Assigned task = If a line in the data contains "sizing", copy it out.

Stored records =
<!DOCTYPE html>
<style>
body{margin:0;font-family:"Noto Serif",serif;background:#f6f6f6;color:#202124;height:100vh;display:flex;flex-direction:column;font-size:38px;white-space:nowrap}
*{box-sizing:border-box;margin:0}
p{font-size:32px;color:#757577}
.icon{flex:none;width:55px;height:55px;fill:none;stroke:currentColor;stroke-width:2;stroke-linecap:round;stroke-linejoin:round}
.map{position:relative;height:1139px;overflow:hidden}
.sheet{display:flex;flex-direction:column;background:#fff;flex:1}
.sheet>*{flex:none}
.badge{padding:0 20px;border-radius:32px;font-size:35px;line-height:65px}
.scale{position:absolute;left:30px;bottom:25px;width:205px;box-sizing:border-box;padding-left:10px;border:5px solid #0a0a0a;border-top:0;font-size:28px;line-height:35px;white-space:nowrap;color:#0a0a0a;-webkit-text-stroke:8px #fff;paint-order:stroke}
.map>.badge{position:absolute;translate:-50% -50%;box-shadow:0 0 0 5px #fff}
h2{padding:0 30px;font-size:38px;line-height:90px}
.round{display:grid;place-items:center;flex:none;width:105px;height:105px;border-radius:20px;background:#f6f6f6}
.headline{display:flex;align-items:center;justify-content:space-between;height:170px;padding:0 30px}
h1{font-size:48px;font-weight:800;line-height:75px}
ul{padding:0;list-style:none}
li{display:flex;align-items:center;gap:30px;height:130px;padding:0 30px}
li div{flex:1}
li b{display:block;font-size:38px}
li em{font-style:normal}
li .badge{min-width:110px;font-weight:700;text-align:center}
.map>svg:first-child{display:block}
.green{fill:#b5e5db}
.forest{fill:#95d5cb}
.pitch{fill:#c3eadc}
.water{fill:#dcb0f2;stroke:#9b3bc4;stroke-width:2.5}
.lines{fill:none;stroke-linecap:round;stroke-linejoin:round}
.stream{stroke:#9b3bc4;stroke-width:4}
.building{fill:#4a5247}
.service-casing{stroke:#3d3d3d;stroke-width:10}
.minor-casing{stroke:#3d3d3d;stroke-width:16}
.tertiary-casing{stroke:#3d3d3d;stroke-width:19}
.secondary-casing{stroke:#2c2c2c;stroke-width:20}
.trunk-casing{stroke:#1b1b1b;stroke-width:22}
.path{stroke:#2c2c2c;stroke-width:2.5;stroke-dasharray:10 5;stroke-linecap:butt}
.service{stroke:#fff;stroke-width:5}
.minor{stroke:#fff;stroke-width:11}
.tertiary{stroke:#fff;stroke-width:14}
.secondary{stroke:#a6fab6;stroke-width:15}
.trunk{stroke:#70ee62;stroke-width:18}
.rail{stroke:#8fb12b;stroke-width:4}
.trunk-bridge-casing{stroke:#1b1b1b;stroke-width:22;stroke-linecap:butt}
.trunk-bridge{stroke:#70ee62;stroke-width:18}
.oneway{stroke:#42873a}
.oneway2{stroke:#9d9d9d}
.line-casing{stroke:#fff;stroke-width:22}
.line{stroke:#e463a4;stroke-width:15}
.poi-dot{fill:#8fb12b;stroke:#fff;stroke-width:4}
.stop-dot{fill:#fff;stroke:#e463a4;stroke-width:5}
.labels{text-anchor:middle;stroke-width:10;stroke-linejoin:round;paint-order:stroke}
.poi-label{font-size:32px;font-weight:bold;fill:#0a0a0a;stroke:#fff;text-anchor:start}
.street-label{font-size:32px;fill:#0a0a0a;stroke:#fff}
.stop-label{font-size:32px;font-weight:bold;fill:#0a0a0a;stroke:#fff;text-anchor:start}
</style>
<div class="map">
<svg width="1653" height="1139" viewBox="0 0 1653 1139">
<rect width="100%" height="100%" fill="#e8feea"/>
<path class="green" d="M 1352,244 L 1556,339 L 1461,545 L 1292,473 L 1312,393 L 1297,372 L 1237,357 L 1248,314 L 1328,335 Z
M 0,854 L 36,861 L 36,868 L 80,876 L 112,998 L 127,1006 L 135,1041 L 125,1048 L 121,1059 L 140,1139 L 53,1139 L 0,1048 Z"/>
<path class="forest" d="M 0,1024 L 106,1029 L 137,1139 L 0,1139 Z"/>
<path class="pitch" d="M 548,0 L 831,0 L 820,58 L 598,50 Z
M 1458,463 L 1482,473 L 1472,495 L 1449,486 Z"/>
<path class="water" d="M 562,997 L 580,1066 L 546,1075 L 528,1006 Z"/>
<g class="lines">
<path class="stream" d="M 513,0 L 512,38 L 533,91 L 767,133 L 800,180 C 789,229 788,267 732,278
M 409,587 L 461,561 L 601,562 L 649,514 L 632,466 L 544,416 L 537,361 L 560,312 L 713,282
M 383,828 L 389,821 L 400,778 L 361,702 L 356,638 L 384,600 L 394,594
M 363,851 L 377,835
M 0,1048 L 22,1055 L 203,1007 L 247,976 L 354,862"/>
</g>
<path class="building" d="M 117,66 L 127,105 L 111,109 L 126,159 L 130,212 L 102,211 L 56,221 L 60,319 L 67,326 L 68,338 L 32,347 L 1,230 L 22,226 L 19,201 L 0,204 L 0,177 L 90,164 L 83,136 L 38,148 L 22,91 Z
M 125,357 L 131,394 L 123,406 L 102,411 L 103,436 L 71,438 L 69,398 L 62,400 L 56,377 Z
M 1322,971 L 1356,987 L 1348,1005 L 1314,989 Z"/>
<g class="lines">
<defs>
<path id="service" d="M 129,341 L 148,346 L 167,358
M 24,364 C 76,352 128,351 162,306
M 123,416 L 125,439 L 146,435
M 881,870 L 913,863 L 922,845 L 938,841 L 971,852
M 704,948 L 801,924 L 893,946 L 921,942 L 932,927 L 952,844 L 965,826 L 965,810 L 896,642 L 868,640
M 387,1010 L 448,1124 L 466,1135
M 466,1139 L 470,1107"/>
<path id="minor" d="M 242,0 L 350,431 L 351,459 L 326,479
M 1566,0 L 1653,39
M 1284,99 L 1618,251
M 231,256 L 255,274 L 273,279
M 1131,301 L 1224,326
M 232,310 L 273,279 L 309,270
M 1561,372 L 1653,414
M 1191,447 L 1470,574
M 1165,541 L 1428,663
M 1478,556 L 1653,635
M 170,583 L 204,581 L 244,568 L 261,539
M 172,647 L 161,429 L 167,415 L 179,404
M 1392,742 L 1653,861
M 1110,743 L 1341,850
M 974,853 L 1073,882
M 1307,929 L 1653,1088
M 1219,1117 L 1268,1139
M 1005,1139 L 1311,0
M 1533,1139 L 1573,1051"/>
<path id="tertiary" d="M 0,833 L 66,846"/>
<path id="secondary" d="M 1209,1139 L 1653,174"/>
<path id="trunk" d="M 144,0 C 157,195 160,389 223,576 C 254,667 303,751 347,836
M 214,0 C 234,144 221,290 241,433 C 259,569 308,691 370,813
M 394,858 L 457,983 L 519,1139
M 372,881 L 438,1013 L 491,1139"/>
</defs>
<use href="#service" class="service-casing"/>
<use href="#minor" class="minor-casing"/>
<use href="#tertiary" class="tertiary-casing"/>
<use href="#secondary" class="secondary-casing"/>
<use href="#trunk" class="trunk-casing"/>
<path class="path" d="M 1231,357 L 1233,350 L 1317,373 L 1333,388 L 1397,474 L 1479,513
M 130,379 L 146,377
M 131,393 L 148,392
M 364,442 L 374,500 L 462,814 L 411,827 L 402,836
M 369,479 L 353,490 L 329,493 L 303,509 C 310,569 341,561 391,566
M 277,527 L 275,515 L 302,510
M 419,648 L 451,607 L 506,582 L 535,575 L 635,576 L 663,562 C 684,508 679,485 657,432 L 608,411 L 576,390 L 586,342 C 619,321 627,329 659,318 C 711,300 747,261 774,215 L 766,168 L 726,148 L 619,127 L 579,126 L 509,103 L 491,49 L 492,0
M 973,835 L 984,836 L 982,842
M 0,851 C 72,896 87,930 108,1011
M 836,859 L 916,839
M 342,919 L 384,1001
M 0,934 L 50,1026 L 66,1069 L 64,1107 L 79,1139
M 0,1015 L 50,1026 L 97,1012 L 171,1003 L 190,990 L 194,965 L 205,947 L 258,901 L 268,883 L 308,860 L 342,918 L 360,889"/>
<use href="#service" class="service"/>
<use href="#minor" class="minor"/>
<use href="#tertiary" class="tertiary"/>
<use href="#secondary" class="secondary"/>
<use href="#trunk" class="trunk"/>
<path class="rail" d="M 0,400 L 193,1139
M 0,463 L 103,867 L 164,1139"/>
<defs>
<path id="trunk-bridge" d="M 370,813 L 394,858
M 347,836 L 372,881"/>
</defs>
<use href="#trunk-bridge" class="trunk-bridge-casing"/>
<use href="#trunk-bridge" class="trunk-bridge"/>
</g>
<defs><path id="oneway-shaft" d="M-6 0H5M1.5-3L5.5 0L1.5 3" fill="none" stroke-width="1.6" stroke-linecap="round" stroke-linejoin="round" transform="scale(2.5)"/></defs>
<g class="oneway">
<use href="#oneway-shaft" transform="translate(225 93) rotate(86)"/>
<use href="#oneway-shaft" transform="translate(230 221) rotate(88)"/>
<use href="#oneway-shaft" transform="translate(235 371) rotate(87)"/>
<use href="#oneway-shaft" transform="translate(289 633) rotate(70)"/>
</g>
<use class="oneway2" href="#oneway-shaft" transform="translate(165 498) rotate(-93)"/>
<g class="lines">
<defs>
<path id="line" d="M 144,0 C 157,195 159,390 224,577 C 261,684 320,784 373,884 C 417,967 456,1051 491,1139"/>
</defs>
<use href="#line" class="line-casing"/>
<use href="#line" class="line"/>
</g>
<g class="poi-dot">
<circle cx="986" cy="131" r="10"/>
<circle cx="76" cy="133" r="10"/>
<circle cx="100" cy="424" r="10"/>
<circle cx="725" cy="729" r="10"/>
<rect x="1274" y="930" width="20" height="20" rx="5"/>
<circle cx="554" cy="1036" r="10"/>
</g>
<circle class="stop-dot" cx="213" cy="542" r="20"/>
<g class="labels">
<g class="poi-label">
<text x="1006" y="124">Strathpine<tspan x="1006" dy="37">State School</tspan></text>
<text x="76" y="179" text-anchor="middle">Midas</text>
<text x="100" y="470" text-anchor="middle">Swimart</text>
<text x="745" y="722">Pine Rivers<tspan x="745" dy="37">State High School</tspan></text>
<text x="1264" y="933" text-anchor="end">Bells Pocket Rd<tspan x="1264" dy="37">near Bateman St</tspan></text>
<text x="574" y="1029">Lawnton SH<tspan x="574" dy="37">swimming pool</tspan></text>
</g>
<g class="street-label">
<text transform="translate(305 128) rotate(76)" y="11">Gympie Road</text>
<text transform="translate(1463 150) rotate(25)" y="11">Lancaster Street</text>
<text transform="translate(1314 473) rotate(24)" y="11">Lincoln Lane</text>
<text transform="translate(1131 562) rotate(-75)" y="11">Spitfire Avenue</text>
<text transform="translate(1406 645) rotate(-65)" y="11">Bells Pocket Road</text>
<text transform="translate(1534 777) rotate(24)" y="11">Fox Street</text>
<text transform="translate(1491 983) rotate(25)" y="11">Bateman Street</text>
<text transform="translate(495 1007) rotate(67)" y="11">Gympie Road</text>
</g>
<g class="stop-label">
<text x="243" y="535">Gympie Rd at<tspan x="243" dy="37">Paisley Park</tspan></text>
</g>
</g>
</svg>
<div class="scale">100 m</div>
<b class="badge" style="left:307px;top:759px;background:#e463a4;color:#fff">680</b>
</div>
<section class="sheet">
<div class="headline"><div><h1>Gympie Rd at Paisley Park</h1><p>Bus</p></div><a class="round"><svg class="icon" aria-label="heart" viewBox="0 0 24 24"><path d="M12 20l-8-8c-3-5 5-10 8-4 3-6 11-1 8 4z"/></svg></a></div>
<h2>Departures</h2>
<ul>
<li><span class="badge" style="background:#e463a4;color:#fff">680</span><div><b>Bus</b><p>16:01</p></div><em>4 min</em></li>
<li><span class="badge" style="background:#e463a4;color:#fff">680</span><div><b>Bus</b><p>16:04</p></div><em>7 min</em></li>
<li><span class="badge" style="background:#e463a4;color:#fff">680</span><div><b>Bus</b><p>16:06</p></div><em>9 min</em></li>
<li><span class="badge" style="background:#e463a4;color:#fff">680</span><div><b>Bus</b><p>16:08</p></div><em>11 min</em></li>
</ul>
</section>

Response to the exercise =
*{box-sizing:border-box;margin:0}
.scale{position:absolute;left:30px;bottom:25px;width:205px;box-sizing:border-box;padding-left:10px;border:5px solid #0a0a0a;border-top:0;font-size:28px;line-height:35px;white-space:nowrap;color:#0a0a0a;-webkit-text-stroke:8px #fff;paint-order:stroke}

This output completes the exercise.